The gun moved away from my head for a moment. My god, I thought, what was she doing? Was she going to shoot Bruce?
“No!” I cried.
And then the gun was back, the cold barrel pressing against the base of my skull, and I knew I was dead.
A second later, I heard the explosion. The gun going off was like a cannon at my ear, but I wasn’t shot.
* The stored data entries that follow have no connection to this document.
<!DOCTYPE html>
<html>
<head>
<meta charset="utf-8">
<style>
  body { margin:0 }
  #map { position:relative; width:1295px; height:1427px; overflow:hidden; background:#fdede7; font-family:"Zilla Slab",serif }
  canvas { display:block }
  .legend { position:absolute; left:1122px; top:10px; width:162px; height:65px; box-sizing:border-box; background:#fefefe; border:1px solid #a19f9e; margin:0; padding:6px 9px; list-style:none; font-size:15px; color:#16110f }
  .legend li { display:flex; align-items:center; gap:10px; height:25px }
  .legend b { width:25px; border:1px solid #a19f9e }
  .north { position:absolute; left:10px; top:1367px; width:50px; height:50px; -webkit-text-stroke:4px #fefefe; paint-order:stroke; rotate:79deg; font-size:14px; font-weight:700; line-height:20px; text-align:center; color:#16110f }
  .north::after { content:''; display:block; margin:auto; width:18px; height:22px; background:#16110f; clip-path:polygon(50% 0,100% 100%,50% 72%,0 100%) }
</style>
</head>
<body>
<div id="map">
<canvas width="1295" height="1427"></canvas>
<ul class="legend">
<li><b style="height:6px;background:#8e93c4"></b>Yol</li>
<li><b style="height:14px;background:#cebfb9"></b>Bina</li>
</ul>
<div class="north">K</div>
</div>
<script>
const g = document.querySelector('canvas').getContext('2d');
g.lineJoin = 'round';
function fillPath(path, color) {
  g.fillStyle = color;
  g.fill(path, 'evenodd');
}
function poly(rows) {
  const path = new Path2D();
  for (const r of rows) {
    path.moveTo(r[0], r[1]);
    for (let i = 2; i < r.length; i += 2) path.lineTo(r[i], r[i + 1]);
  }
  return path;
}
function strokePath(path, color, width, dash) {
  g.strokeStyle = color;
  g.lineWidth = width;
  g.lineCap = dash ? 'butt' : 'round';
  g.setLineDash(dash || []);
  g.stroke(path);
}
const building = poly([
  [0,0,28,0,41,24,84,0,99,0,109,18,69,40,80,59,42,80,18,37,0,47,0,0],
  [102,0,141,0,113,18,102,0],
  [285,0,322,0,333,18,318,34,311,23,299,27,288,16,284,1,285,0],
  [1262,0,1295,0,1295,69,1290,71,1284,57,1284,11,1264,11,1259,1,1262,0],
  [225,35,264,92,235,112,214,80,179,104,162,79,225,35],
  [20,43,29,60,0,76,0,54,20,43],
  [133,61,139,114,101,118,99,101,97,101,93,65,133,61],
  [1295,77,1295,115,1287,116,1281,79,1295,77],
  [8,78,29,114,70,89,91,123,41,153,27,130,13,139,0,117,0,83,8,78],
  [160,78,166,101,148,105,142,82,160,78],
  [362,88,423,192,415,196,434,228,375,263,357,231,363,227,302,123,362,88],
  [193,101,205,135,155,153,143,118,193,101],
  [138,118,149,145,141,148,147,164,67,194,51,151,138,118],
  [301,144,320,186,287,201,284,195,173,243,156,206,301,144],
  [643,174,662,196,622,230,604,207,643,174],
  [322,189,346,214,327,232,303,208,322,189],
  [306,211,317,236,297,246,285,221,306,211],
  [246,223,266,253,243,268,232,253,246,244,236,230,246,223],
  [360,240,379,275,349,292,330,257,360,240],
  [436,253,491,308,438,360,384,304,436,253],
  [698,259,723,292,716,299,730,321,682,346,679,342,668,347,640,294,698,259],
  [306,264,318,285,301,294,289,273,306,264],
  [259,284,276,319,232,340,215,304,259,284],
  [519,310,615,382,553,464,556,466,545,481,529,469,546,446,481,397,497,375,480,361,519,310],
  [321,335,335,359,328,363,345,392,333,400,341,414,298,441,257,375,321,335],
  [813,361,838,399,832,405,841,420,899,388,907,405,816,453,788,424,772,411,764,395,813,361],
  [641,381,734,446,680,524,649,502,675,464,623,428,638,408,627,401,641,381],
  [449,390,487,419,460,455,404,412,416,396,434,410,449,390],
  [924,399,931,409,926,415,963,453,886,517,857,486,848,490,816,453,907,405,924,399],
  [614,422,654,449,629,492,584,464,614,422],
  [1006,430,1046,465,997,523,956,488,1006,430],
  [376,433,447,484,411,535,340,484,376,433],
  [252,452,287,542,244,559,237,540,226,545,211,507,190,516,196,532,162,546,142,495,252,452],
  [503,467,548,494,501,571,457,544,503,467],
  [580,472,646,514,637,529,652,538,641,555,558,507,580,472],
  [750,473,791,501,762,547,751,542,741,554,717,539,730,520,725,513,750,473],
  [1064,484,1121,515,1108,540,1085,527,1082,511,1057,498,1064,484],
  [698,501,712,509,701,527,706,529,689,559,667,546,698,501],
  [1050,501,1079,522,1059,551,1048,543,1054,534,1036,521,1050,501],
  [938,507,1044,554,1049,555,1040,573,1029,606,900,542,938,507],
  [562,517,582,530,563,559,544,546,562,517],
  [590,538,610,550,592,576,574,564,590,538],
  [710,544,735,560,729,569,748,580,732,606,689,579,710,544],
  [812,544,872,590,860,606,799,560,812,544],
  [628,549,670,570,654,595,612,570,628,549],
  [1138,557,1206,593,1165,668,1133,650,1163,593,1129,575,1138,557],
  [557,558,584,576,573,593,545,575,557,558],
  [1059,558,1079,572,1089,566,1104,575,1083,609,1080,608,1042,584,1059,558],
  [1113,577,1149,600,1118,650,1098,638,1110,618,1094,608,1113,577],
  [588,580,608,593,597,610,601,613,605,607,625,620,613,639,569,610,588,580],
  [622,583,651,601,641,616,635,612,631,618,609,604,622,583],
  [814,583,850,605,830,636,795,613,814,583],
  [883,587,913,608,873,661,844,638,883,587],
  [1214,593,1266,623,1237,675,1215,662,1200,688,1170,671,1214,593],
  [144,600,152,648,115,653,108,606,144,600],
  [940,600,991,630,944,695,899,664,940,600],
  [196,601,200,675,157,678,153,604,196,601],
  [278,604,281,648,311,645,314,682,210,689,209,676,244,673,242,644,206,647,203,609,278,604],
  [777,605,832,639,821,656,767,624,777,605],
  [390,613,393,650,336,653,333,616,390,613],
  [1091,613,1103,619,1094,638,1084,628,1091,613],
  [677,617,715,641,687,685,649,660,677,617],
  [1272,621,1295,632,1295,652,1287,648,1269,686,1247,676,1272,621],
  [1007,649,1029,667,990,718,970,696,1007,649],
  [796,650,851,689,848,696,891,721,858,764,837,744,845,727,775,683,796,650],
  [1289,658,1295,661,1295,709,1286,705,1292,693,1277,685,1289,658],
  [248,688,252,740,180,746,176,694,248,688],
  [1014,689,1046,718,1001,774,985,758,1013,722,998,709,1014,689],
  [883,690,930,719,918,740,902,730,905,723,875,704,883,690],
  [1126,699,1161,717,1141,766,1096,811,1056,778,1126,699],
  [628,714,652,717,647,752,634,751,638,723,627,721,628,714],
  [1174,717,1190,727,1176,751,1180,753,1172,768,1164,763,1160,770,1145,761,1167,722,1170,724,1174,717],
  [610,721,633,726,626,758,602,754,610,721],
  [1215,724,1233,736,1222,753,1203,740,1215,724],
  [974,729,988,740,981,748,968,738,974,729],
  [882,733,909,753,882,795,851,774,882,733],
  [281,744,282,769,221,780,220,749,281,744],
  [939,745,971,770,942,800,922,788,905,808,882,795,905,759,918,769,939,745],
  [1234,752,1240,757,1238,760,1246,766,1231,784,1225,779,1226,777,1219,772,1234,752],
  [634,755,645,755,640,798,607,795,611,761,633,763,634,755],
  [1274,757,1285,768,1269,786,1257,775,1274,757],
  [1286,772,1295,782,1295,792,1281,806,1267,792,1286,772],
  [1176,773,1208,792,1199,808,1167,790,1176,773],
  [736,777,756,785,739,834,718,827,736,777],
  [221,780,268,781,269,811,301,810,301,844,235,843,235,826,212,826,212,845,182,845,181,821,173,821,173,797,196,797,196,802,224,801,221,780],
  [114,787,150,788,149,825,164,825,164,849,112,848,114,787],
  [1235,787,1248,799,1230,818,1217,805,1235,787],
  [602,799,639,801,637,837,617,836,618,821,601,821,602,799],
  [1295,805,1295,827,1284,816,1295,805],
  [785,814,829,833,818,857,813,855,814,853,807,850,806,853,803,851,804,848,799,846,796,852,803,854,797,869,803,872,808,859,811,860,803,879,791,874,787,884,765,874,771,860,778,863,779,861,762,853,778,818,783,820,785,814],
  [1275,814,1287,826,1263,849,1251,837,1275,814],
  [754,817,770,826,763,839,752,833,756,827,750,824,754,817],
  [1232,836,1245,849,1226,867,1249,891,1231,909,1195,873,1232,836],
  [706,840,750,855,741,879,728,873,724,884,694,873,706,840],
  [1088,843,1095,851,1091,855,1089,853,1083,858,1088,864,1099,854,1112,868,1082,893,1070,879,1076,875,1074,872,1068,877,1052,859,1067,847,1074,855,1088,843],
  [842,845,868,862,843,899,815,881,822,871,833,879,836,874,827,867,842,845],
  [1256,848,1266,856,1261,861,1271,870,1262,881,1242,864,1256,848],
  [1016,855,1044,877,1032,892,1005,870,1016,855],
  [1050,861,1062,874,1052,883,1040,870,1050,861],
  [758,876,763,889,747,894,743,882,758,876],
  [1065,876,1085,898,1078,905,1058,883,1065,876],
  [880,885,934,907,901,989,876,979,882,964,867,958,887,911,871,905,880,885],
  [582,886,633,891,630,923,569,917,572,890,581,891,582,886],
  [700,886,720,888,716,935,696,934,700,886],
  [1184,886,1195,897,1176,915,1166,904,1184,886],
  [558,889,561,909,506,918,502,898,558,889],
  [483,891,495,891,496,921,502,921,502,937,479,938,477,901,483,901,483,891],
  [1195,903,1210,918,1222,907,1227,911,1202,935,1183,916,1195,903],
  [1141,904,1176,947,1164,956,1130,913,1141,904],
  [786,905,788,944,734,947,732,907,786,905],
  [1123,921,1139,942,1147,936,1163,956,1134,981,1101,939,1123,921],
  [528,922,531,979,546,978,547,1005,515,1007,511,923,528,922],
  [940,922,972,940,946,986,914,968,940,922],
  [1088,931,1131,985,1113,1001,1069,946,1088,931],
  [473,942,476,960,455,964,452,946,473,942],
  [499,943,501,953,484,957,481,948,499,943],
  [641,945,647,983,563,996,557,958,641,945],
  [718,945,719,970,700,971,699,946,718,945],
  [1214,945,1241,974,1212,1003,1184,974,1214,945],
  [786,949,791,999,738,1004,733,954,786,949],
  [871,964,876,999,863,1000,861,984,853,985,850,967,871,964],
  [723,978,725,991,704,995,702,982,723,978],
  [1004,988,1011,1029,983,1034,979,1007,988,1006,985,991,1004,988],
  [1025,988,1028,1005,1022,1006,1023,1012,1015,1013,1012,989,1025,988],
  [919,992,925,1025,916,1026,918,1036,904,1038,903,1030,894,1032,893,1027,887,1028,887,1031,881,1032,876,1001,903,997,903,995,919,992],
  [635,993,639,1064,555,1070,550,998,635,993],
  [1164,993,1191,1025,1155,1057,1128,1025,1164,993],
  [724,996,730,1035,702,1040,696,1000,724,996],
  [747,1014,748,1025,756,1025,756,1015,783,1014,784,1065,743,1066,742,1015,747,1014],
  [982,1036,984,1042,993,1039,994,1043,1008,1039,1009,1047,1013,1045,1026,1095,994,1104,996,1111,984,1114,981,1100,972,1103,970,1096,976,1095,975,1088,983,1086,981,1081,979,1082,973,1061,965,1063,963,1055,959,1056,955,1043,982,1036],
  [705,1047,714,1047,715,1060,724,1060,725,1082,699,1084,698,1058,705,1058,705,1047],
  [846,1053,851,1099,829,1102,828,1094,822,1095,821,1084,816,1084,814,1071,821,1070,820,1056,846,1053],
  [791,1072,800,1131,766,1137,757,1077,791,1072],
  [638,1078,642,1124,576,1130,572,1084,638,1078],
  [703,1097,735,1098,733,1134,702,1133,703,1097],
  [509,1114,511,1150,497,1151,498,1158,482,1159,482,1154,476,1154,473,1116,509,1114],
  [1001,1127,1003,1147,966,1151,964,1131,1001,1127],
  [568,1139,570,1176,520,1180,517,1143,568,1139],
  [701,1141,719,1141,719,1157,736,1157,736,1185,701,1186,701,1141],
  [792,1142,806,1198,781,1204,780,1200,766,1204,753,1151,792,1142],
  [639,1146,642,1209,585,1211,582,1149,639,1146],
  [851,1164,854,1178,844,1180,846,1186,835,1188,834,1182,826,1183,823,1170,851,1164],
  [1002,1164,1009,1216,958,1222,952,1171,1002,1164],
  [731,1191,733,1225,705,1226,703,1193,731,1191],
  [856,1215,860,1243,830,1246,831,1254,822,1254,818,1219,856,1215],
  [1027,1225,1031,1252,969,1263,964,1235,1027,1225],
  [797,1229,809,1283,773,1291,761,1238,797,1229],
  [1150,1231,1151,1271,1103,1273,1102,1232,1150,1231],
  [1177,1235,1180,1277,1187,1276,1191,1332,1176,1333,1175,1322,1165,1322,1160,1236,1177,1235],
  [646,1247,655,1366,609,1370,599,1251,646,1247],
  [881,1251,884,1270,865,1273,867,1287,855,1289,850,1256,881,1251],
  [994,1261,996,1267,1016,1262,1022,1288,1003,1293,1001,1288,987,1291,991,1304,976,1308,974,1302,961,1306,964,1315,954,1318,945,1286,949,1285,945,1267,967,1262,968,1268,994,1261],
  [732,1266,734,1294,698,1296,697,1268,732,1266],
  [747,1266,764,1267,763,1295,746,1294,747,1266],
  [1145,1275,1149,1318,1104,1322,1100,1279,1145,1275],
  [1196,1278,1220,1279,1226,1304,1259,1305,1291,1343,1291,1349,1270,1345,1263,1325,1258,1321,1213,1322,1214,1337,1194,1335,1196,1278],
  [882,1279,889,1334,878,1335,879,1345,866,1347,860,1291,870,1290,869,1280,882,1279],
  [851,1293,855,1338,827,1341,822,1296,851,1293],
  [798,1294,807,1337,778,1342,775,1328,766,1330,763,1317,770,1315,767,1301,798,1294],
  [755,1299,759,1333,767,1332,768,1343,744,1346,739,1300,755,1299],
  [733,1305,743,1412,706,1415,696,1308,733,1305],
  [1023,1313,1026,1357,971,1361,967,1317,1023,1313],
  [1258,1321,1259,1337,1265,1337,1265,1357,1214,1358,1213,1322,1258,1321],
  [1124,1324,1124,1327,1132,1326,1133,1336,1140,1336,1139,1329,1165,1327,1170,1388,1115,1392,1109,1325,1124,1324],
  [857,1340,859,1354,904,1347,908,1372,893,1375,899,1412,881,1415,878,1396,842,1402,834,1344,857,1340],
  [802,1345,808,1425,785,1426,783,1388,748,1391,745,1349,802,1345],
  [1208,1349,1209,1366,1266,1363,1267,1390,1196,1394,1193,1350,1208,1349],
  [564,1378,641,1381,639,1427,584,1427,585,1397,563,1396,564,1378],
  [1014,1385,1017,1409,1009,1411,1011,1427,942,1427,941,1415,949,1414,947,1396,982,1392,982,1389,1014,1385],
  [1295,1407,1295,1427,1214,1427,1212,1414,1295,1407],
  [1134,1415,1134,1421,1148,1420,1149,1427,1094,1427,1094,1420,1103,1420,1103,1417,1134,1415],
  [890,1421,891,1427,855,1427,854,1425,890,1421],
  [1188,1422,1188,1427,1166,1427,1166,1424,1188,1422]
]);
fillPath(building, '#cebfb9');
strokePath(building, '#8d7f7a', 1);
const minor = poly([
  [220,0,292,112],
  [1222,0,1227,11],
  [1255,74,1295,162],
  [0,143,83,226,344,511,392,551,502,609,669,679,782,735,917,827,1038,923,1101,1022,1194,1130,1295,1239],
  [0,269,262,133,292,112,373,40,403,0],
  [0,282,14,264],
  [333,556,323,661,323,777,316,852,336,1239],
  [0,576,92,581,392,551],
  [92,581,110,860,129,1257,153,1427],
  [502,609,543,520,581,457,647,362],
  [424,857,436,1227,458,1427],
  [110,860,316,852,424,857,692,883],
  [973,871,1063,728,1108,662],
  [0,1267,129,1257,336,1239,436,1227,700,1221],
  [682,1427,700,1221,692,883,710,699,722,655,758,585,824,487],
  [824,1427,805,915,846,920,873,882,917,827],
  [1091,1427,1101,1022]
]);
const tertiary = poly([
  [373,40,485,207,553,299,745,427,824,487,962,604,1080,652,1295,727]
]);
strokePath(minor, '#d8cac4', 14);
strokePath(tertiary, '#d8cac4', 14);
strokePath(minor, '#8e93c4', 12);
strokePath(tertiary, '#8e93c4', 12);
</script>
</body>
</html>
My ears were ringing painfully now, but the bullet had missed, and I could no longer feel Maxine’s body straddling mine.
I was alone on the roof, and I realized Bruce had thrown his body at Maxi, knocking her off. The body slam had knocked the gun away from my head, but the momentum had carried them both a few feet beyond the edge of the roof.
I was very close to the edge myself. I looked down, into the alley behind the Blend, then closed my eyes. The image was one I’d have to live with for the rest of my life.
Bruce and Maxi were laying four stories down on the concrete, their still bodies in a terrible, twisted embrace.